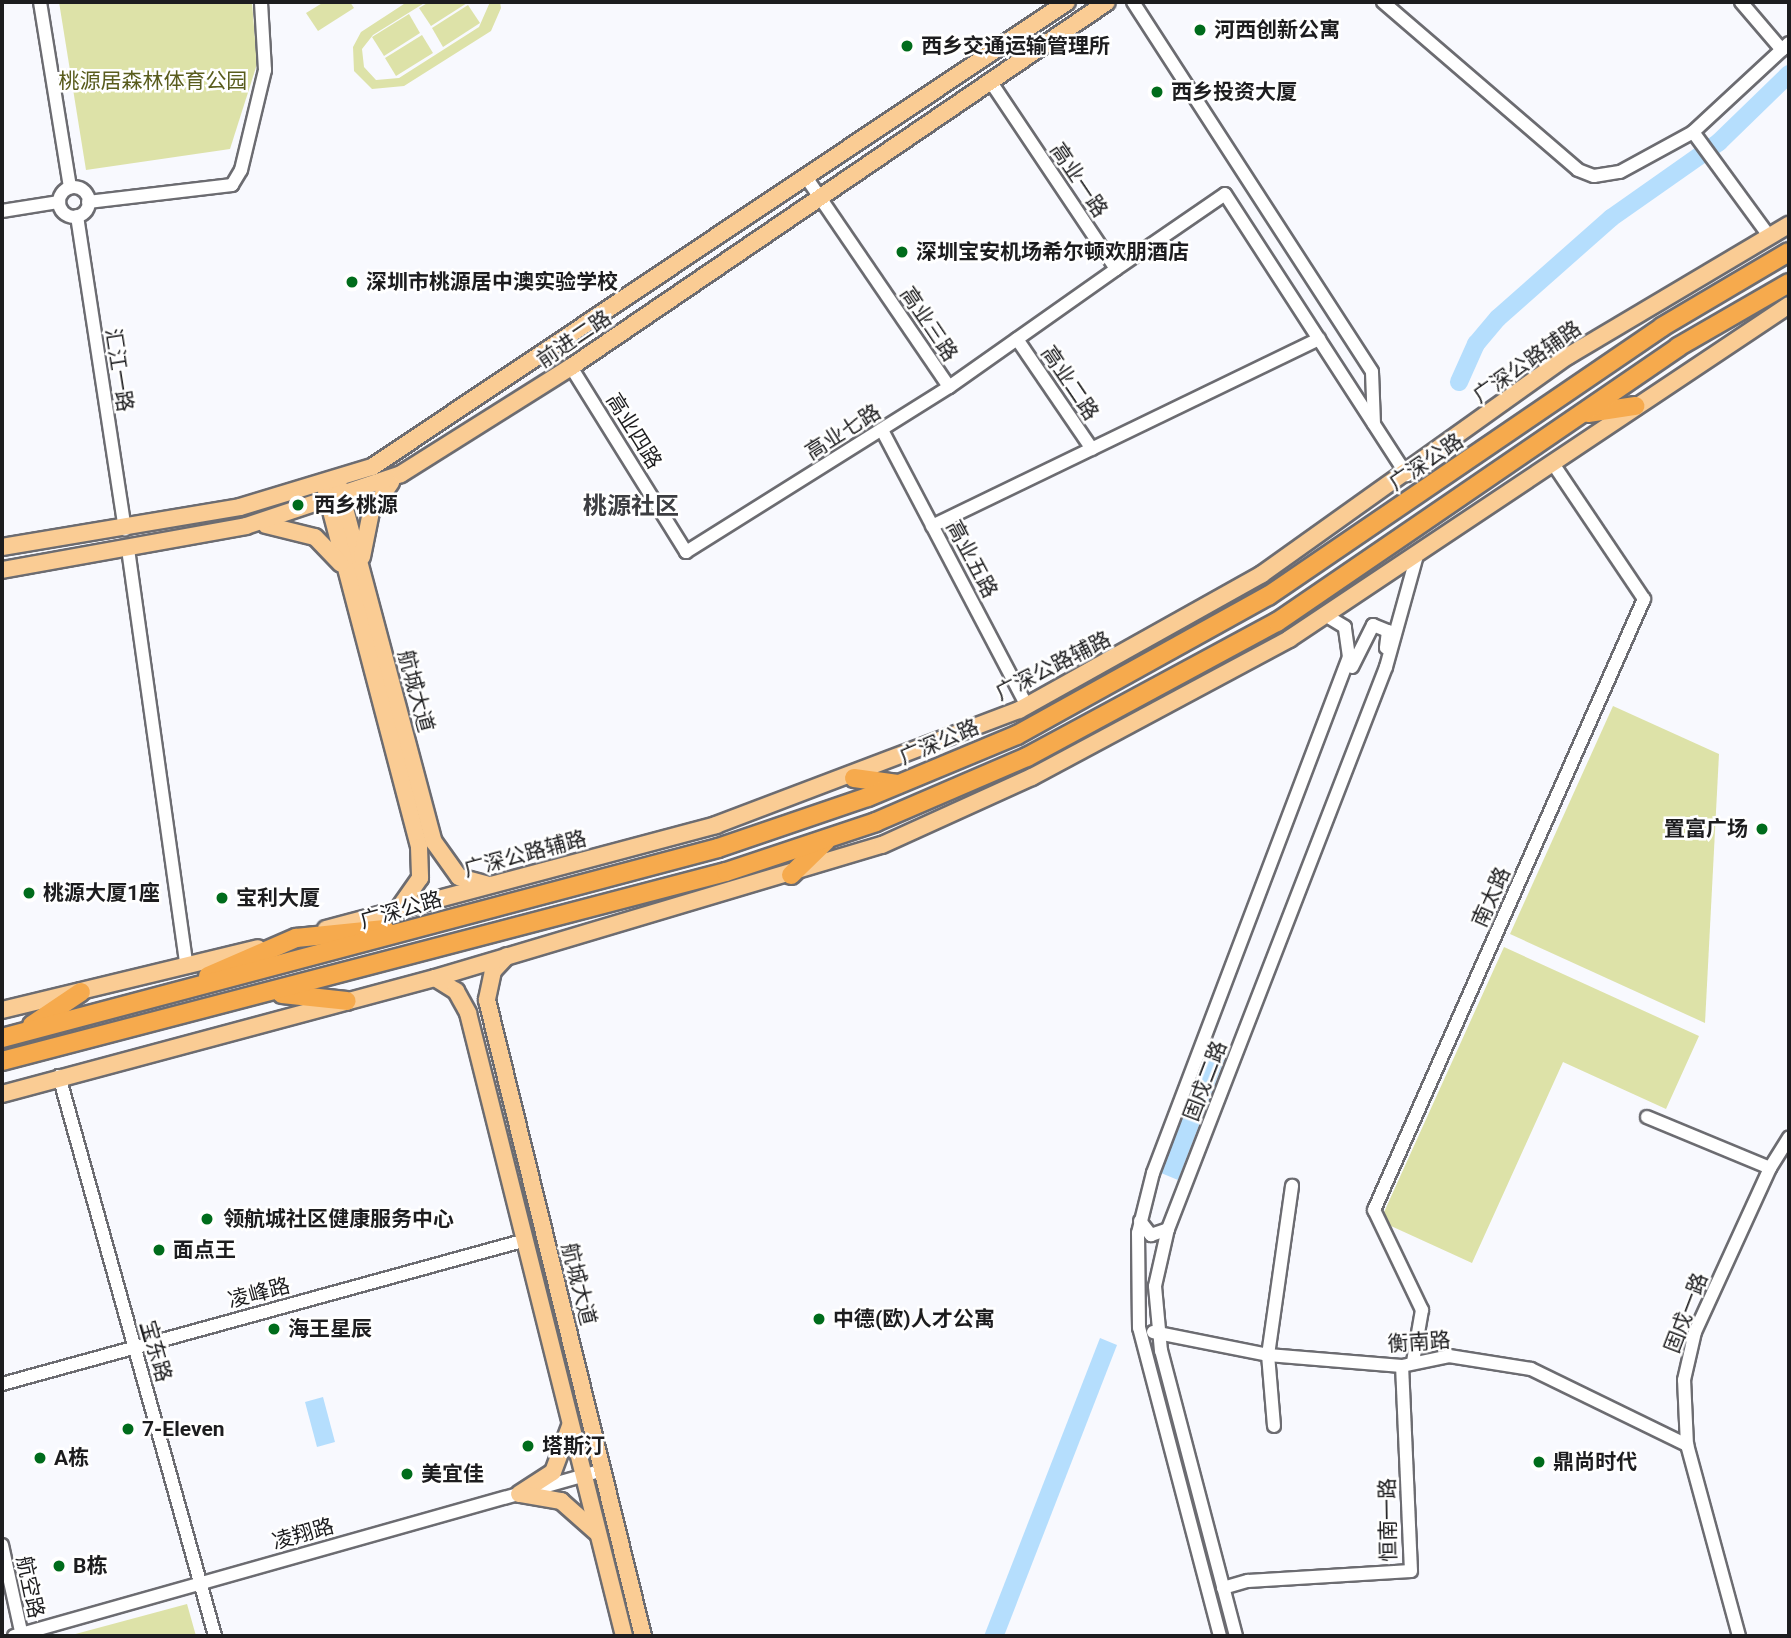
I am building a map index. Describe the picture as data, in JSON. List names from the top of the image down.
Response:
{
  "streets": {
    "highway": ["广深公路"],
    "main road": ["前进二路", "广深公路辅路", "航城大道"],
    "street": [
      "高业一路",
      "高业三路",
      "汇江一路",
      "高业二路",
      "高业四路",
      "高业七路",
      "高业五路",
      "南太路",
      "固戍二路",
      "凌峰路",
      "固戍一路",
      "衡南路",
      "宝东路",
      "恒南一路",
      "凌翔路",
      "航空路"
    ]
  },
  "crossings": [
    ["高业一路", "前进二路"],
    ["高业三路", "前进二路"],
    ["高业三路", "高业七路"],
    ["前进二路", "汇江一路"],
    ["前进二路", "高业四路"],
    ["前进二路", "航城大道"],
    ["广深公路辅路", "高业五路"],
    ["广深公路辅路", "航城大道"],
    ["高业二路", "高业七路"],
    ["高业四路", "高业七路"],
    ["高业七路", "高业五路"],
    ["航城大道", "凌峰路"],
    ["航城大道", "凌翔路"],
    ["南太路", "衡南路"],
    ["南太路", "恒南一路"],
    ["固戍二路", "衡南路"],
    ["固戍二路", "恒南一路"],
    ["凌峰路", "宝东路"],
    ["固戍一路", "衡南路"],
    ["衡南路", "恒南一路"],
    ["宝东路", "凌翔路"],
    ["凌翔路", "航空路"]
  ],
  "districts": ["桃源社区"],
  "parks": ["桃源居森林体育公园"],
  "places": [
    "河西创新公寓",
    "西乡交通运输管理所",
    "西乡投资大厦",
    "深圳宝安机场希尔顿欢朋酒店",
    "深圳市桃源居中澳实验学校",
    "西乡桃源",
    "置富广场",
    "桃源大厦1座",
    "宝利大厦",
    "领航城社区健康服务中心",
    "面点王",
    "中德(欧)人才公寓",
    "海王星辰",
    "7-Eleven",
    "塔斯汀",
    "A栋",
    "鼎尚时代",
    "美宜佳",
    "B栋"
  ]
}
━━━━━━━━
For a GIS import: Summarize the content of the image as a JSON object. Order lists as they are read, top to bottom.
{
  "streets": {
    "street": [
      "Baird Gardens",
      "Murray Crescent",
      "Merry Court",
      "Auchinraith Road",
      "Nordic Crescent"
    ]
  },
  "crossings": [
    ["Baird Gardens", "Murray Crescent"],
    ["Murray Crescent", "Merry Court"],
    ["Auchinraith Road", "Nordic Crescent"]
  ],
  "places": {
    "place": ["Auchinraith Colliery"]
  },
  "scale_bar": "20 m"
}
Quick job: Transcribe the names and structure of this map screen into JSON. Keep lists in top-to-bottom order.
━━━━━━━━
## Assigned task
From the material above, gather all lines that include the string "names" and copy them.

## Result for this exercise
I am building a map index. Describe the picture as data, in JSON. List names from the top of the image down.
Quick job: Transcribe the names and structure of this map screen into JSON. Keep lists in top-to-bottom order.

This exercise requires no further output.